1. BACKGROUND AND INTRODUCTION
An estimated 76,000 maternal deaths occur globally. Of these deaths, 830 women and girls die daily from preventable causes related to pregnancy and childbirth. Sustainable Development Goal three (SDG 3) speaks to the reduction in the Global Maternal Mortality Ratio from 216 deaths per 100,000 live births to less than 70 deaths per 100,000 live births by 2030. This is a continuation of the decrease in the maternal mortality ratio which was achieved as a part of the Millennium Development Goals.
Regionally, the maternal mortality ratio had decreased by 16.4% between 1990 and 2015, but has unfortunately risen by 15% between 2016 and 2020. Of the 8,300 who died from a pregnancy related cause, 1,300 were from the Caribbean. In response, the Pan American Health Organization has received a commitment from countries within the region to reduce the maternal mortality ratio to less than 30 deaths per 100,000 live births.
The maternal mortality ratio for Jamaica has increased from a low of 87.9 per 100,000 live births in 2015 to 153.5 per 100,000 live births in 2022. Quantitatively, although the absolute number of mothers dying has decreased, the number of live births has also decreased. Indirect maternal deaths, which include deaths from circulatory disease, sickle cell disease and HIV/AIDS, accounted for 37.5% of those recorded for 2022. They occurred mainly in women greater than 34 years old and among those who would have had 4 previous deliveries.

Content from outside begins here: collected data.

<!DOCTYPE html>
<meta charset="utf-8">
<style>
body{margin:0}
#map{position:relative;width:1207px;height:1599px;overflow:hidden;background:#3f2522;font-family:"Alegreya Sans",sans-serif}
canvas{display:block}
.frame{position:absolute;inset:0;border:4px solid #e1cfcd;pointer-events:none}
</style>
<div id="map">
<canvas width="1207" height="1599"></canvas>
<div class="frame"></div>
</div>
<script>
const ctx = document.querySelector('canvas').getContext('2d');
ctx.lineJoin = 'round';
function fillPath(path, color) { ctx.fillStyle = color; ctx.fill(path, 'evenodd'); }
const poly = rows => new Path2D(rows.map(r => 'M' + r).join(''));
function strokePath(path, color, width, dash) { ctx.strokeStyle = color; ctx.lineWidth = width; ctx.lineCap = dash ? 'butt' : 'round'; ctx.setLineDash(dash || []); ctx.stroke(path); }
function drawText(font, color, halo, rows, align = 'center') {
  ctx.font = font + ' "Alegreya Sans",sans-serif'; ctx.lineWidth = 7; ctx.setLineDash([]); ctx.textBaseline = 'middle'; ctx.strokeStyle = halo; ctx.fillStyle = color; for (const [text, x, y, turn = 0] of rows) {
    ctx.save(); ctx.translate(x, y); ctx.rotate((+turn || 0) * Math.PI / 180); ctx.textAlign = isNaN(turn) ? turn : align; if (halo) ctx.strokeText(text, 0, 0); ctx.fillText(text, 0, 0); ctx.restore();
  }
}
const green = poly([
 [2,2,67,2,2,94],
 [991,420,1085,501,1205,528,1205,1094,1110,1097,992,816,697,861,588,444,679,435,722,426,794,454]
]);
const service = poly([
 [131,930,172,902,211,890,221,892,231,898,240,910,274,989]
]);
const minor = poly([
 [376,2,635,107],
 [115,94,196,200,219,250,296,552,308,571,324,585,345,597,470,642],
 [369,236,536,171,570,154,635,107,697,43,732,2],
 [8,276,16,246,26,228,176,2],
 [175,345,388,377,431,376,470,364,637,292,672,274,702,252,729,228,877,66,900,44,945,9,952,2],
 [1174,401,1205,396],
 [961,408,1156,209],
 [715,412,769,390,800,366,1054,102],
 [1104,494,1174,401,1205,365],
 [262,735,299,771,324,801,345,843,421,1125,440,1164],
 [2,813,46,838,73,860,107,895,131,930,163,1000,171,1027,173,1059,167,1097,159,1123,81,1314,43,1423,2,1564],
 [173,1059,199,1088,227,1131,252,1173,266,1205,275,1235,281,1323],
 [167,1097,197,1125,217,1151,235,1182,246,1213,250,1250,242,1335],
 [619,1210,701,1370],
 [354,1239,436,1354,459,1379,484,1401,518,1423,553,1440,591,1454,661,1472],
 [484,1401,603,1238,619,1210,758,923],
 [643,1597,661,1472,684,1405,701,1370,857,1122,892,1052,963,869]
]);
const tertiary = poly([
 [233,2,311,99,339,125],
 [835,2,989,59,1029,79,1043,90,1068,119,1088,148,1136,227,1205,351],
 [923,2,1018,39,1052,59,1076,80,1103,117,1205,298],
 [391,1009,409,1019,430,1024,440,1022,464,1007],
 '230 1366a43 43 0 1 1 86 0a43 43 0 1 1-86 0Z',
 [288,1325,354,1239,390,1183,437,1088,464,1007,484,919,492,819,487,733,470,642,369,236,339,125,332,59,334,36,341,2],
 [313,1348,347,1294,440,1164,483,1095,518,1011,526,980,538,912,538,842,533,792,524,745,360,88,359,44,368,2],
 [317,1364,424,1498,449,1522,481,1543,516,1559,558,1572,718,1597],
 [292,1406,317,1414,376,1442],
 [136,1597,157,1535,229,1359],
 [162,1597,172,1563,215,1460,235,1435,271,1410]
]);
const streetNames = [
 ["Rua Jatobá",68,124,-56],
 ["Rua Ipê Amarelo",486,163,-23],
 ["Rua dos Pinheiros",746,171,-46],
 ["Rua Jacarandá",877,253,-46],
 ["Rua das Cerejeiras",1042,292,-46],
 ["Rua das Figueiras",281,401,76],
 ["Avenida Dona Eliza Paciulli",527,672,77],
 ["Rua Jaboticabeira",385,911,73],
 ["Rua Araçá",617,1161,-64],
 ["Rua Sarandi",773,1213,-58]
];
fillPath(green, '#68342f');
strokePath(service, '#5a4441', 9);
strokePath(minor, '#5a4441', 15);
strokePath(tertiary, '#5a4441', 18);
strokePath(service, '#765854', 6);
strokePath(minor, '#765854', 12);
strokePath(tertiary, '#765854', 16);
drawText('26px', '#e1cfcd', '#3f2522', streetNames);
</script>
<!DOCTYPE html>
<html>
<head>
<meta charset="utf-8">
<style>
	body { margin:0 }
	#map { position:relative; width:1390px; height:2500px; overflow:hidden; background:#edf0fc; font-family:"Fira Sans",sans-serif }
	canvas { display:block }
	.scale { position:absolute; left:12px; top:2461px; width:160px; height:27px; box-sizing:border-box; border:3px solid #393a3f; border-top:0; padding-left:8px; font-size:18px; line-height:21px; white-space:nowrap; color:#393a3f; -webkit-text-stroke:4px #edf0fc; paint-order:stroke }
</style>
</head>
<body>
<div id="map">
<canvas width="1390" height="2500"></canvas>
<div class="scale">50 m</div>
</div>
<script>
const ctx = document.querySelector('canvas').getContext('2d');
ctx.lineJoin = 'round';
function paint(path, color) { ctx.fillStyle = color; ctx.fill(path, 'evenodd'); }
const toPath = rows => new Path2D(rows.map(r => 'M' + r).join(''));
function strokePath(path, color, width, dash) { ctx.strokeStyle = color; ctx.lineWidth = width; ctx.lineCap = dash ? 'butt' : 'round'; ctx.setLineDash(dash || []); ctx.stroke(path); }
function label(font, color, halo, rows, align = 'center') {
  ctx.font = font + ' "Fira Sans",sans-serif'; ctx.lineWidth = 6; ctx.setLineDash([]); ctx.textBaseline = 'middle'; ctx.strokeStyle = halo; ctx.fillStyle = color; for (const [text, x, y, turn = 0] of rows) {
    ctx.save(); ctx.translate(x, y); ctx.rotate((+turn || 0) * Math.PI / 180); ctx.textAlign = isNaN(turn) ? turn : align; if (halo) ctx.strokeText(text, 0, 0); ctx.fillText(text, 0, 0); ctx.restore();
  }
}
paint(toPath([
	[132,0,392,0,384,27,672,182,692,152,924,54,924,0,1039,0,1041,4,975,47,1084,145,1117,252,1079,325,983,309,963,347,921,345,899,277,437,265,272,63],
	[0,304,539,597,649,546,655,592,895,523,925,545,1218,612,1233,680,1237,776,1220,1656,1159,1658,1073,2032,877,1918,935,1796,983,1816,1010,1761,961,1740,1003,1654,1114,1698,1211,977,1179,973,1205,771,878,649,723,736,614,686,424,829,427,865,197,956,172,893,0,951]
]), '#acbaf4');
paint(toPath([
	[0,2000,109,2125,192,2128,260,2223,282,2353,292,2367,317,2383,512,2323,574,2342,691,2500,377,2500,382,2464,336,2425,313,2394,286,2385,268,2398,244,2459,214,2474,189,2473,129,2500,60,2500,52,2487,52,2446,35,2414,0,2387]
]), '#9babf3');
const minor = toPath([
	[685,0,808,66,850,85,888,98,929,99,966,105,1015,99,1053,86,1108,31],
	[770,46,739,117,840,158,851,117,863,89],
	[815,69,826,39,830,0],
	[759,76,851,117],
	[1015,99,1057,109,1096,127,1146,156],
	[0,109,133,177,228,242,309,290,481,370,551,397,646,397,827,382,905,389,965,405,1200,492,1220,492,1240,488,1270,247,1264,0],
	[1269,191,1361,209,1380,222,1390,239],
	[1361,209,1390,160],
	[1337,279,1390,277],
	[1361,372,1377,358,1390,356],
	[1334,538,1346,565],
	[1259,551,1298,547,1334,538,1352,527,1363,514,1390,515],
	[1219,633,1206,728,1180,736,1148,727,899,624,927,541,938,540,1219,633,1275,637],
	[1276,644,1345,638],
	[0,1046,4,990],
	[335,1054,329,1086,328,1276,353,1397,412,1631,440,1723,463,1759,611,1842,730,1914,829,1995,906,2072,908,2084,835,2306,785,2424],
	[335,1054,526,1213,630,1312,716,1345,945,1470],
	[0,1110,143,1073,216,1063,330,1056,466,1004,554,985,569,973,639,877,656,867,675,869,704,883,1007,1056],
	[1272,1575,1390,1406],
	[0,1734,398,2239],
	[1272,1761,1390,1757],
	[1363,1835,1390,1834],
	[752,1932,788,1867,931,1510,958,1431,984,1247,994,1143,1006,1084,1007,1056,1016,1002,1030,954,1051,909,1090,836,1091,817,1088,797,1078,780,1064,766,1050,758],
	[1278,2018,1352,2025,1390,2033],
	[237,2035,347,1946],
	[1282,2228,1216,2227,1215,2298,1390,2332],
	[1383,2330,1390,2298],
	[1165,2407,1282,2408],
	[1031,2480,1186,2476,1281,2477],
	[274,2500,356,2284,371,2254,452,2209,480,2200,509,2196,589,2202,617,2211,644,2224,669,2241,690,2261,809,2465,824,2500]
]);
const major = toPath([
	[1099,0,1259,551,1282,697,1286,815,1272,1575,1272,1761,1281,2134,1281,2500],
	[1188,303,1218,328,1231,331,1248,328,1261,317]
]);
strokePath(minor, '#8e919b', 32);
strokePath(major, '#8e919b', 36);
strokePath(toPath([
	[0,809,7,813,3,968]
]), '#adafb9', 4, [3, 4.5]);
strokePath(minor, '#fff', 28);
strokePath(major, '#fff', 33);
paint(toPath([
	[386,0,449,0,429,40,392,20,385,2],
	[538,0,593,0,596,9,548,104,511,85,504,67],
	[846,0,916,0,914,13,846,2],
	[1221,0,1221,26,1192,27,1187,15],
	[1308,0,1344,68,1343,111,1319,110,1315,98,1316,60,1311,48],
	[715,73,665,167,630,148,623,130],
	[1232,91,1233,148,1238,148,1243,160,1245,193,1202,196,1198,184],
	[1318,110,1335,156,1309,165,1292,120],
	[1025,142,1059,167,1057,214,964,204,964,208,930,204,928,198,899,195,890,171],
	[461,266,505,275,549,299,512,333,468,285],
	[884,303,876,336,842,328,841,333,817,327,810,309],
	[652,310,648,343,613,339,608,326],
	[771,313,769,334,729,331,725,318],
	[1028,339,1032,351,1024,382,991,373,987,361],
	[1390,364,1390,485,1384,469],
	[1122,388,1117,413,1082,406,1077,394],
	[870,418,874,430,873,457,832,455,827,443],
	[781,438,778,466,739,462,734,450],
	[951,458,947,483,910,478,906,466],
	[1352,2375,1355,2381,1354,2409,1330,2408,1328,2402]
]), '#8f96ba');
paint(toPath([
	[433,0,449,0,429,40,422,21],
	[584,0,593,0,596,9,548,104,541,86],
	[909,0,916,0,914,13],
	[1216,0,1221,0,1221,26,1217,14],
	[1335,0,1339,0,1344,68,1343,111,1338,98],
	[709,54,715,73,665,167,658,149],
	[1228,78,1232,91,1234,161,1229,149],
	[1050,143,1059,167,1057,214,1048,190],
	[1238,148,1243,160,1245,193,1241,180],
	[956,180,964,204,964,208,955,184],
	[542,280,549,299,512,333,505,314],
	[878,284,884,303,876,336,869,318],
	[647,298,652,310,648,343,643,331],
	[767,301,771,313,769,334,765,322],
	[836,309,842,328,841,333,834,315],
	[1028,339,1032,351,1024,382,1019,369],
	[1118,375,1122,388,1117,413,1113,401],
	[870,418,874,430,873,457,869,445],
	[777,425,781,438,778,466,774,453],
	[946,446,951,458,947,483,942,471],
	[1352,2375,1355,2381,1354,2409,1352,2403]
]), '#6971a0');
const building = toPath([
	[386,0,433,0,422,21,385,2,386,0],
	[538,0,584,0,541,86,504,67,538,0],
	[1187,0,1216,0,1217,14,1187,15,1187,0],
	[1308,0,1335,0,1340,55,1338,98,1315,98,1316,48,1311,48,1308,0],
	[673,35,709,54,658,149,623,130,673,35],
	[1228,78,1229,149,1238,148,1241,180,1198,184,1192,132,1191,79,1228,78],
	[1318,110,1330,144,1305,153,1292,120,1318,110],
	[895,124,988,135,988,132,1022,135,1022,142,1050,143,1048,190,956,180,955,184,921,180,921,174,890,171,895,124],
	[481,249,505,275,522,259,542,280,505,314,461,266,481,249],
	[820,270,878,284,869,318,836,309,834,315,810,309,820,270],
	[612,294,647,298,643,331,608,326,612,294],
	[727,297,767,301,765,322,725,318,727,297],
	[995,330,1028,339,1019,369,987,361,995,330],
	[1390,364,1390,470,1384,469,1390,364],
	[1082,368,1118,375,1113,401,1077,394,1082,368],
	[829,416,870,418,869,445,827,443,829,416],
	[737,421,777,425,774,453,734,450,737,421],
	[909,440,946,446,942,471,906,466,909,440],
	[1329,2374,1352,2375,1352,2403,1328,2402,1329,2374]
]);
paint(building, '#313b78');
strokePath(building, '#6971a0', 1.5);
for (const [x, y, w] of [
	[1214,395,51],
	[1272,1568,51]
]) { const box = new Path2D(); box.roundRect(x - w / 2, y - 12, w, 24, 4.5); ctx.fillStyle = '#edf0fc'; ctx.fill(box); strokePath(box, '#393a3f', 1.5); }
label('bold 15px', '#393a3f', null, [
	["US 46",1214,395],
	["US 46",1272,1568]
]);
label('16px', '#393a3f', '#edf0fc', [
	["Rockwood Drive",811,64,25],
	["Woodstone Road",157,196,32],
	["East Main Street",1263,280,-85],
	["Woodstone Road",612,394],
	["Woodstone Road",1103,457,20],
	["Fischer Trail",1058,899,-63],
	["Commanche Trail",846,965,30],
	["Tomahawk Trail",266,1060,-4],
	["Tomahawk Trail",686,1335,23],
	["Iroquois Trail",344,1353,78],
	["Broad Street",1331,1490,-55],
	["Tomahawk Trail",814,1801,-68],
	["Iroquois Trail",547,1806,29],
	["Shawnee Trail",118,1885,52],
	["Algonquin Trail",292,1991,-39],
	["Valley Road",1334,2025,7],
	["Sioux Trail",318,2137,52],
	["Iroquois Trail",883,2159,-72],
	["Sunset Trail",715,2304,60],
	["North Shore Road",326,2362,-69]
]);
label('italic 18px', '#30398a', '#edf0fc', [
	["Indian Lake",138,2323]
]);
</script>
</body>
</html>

Past campaigns have been targeted towards an increased acceptance of family planning methods in a move to reduce the average parity of women in the fertile age. This has been a success for the most part, as Jamaica has seen a steady decline in the number of births from the beginning of that campaign in the 1970s, with a fertility rate of 1.3 recorded in 2022. However, the fall in the birth rate has not translated into a concurrent decrease in the maternal mortality ratio. In addition, the majority (58.7%) of pregnancies in Jamaica are unplanned. This, as well as the fact that more women are opting to have children later in life, results in an antenatal cohort with an increased likelihood of risk factors that may endanger life during and after pregnancy along with the risks of pregnancy itself.
Most pregnant women access care from trained professionals and attend at least four (4) antenatal clinic visits prior to delivery. Those with identified risk factors are referred to high risk clinics either in primary care or in secondary care. Private physicians who see pregnant women also refer their clients, when needed, to specialist services within the public system. The clients are given a maternal record book at the first visit, which is distributed by the Ministry of Health and Wellness. It constitutes a record of parameters for monitoring throughout the pregnancy and also provides basic information to the expectant mother. The book is updated at each visit and also allows for the input of critical information such as referral to a high risk clinic.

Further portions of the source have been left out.